*** Block opens ***

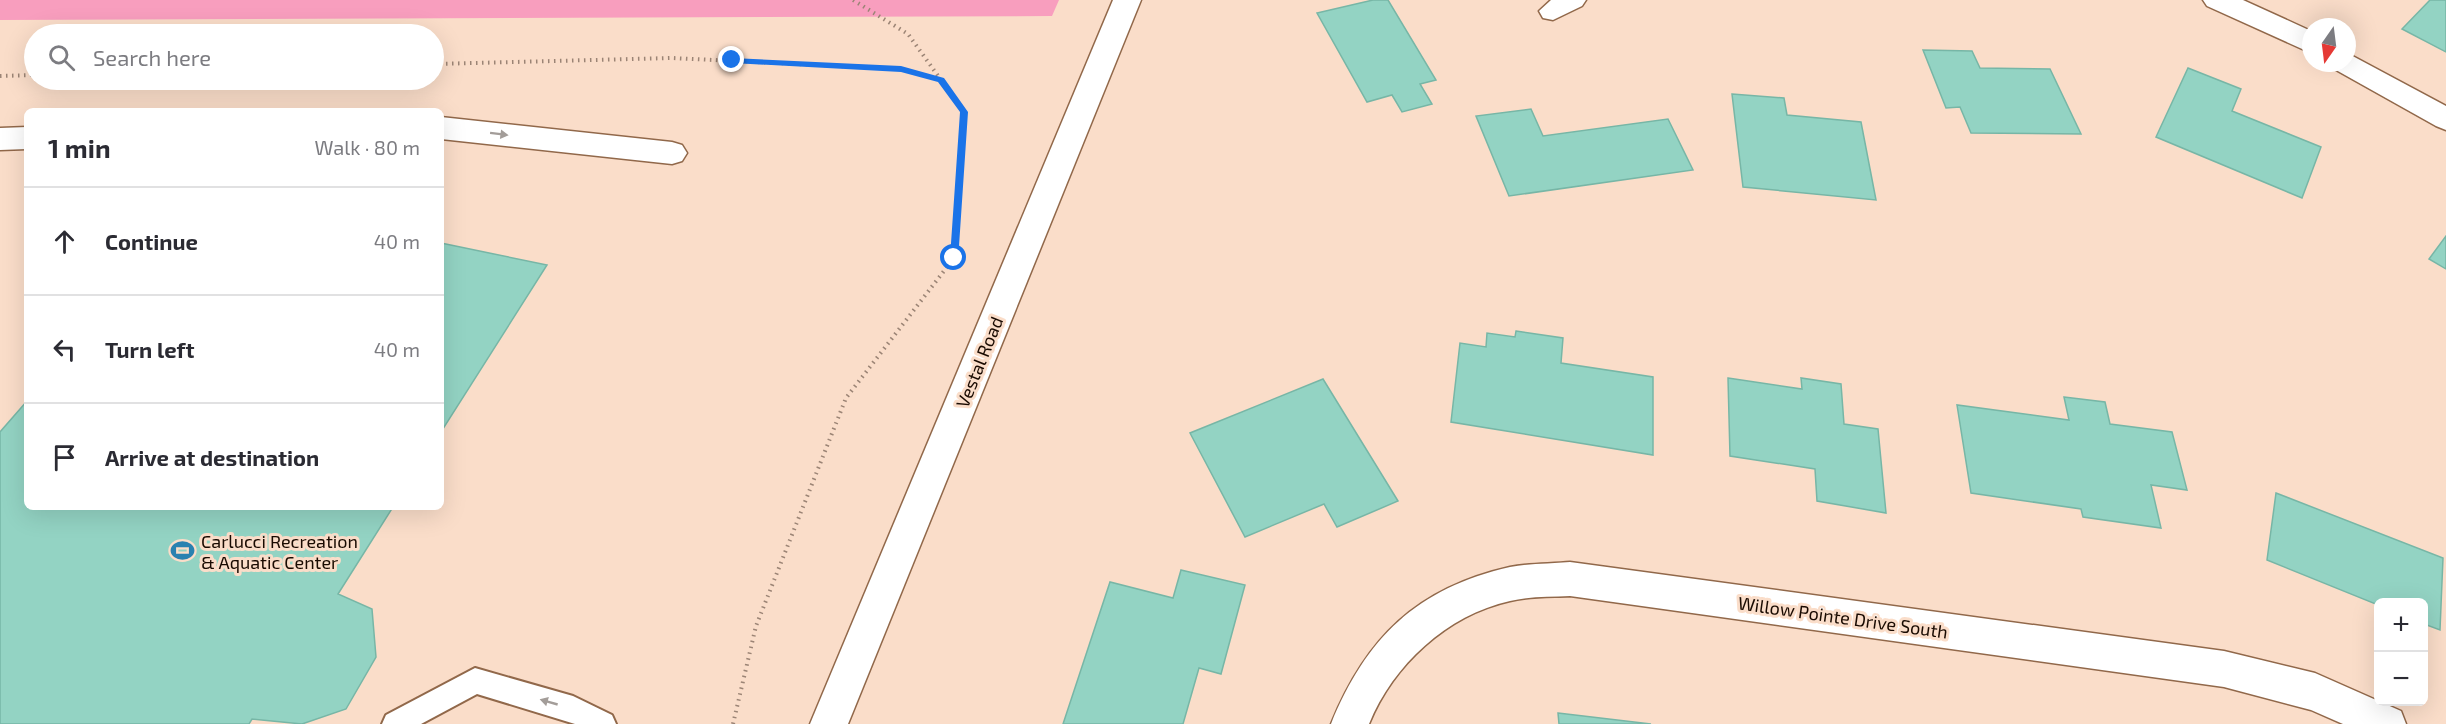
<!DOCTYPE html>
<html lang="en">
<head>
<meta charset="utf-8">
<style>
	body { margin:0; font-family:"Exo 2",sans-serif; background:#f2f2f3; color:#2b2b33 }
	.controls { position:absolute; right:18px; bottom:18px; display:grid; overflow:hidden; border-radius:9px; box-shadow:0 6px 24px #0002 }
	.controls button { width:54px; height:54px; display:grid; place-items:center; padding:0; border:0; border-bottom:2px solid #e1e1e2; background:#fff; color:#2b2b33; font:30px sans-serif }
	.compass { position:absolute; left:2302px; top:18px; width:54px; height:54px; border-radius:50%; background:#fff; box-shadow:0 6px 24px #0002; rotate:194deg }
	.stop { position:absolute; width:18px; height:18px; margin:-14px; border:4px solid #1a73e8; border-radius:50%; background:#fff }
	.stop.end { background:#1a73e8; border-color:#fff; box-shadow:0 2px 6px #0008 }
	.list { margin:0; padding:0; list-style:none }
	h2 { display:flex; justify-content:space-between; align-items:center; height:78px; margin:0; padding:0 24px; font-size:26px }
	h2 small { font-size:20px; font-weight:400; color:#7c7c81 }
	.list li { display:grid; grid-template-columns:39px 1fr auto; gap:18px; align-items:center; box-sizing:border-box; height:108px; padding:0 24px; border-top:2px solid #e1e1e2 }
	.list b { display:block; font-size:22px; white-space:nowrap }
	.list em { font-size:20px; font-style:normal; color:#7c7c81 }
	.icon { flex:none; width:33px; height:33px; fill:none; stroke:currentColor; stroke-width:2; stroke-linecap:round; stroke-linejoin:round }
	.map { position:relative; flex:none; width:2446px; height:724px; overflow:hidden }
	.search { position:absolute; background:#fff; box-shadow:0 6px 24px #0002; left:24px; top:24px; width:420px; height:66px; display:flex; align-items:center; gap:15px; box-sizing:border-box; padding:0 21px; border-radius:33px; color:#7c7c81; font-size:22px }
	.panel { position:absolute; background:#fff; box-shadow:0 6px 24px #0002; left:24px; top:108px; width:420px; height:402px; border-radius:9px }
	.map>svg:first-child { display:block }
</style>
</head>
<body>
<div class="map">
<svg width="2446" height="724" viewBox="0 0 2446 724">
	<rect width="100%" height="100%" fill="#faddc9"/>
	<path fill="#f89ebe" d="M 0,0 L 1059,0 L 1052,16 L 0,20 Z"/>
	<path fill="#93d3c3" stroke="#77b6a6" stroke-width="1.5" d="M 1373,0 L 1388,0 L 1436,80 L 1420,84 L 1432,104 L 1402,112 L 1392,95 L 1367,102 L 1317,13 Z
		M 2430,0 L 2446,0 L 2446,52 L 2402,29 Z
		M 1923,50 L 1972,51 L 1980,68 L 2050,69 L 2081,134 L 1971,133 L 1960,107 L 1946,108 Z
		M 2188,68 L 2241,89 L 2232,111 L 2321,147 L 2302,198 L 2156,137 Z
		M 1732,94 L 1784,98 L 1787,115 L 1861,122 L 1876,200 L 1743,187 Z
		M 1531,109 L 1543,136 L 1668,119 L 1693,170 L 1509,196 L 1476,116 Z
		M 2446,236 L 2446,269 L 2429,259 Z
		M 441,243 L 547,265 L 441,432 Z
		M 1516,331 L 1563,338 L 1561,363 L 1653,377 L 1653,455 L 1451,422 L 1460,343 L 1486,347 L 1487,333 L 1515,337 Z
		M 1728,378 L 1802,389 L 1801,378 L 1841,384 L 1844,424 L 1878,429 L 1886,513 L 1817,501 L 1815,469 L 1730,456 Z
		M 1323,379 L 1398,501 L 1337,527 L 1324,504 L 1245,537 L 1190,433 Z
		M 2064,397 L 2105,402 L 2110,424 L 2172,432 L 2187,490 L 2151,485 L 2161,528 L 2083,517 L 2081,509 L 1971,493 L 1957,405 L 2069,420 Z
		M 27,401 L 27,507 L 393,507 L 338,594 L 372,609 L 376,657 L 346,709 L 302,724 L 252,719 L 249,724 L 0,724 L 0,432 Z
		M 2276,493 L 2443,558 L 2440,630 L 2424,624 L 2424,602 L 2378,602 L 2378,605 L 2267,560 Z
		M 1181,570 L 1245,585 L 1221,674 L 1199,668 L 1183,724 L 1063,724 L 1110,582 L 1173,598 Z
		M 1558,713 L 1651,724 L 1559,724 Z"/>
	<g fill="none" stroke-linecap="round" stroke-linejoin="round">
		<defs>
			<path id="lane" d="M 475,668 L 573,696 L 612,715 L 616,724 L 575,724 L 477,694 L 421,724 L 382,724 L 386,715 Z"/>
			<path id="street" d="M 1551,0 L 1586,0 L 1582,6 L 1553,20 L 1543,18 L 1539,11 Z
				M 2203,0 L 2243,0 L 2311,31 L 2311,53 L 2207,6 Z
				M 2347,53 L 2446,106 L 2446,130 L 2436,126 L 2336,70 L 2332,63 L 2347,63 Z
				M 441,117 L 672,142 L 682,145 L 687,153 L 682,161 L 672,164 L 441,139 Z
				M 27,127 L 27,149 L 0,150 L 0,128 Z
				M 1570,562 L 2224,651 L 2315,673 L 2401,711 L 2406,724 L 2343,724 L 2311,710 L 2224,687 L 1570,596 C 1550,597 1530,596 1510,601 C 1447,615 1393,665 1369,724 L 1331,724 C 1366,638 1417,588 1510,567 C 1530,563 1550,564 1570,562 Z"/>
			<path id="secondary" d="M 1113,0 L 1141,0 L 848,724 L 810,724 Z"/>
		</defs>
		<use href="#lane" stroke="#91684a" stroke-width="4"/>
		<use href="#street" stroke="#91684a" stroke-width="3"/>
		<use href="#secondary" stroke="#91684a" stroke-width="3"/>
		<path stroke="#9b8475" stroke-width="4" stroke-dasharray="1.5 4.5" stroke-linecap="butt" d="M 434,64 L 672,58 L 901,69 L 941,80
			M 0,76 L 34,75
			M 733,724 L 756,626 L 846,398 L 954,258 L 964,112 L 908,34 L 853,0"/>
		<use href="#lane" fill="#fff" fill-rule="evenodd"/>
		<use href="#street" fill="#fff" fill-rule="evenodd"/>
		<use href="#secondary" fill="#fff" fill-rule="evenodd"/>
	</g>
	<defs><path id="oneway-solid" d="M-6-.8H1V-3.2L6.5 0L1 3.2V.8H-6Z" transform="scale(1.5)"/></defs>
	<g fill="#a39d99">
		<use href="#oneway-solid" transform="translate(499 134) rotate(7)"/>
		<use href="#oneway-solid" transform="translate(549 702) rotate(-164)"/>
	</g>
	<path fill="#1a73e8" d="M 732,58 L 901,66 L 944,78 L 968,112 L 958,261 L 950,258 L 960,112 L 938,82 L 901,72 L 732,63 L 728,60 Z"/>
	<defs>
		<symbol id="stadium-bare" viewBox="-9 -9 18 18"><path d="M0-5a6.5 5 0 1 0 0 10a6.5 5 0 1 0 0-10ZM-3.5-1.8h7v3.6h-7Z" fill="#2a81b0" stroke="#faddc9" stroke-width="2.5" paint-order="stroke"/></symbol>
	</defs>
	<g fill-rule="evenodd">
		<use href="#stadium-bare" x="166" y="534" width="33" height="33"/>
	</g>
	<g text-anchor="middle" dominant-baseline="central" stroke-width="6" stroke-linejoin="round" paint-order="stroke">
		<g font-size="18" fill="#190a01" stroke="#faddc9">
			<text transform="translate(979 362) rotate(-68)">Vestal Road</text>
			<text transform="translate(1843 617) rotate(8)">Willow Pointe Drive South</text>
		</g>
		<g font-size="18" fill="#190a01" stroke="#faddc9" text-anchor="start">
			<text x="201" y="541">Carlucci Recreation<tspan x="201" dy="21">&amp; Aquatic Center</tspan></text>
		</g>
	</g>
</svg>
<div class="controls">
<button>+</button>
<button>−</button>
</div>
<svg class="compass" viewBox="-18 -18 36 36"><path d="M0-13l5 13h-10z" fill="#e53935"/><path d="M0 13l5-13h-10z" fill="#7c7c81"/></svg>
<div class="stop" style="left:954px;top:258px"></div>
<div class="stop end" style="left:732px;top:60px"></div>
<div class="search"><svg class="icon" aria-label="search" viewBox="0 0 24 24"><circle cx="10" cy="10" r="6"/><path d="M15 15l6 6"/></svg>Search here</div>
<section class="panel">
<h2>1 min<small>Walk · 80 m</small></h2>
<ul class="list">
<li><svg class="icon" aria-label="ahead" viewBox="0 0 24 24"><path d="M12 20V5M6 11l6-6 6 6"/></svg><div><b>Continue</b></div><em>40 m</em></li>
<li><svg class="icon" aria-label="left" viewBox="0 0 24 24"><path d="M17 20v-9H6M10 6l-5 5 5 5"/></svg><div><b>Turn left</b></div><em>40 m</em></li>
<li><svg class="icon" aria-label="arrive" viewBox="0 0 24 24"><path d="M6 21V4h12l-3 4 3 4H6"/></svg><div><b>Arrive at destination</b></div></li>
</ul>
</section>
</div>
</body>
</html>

*** Block closes ***

*Exercise directions:* Using the entries above, tally every line that holds the word "linejoin". Answer with that number only.

*Written response:* 3